Work required.
Please reproduce the data exactly, though every picture must stay out.

[Stored data entries]
▬▬▬▬▬▬

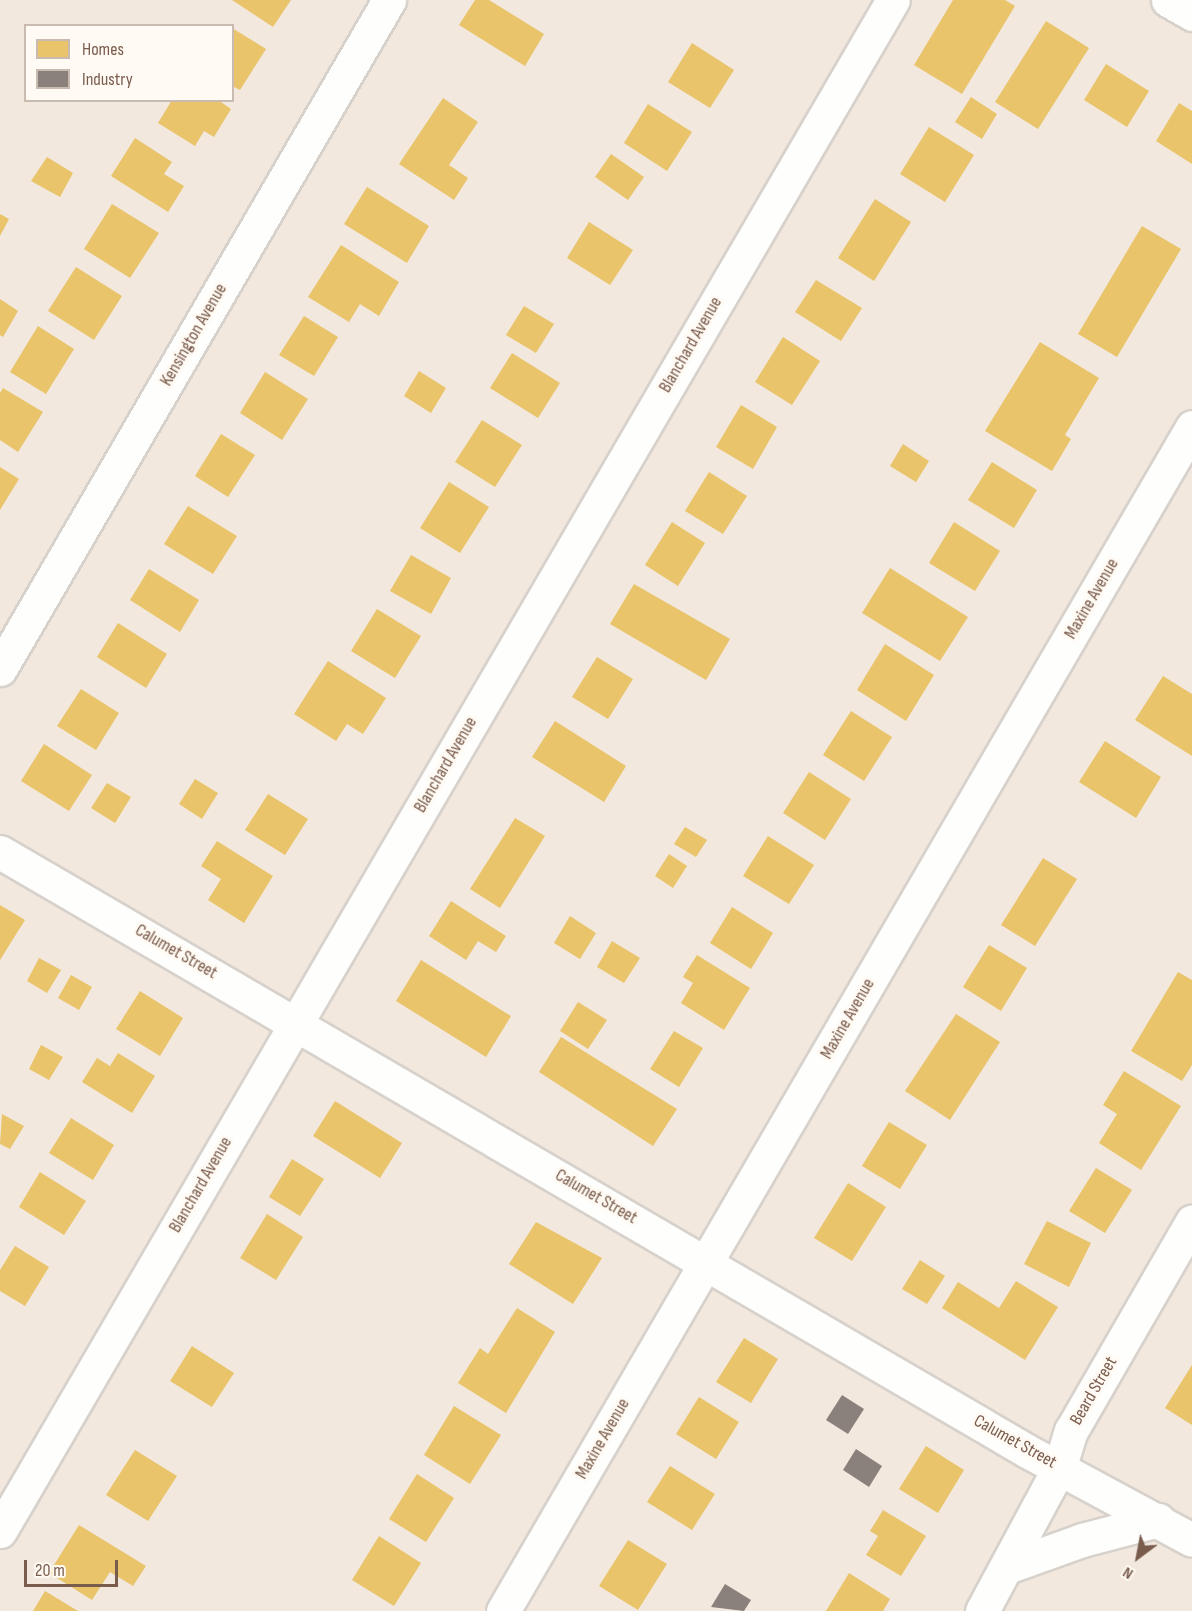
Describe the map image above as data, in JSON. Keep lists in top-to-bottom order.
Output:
{
  "streets": {
    "street": [
      "Kensington Avenue",
      "Blanchard Avenue",
      "Maxine Avenue",
      "Calumet Street",
      "Beard Street"
    ]
  },
  "crossings": [
    ["Blanchard Avenue", "Calumet Street"],
    ["Maxine Avenue", "Calumet Street"],
    ["Calumet Street", "Beard Street"]
  ],
  "legend": ["Homes", "Industry"],
  "scale_bar": "20 m",
  "north": "bottom left"
}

▬▬▬▬▬▬

Finished task.
Describe the map image above as data, in JSON. Keep lists in top-to-bottom order.
Output:
{
  "streets": {
    "street": [
      "Kensington Avenue",
      "Blanchard Avenue",
      "Maxine Avenue",
      "Calumet Street",
      "Beard Street"
    ]
  },
  "crossings": [
    ["Blanchard Avenue", "Calumet Street"],
    ["Maxine Avenue", "Calumet Street"],
    ["Calumet Street", "Beard Street"]
  ],
  "legend": ["Homes", "Industry"],
  "scale_bar": "20 m",
  "north": "bottom left"
}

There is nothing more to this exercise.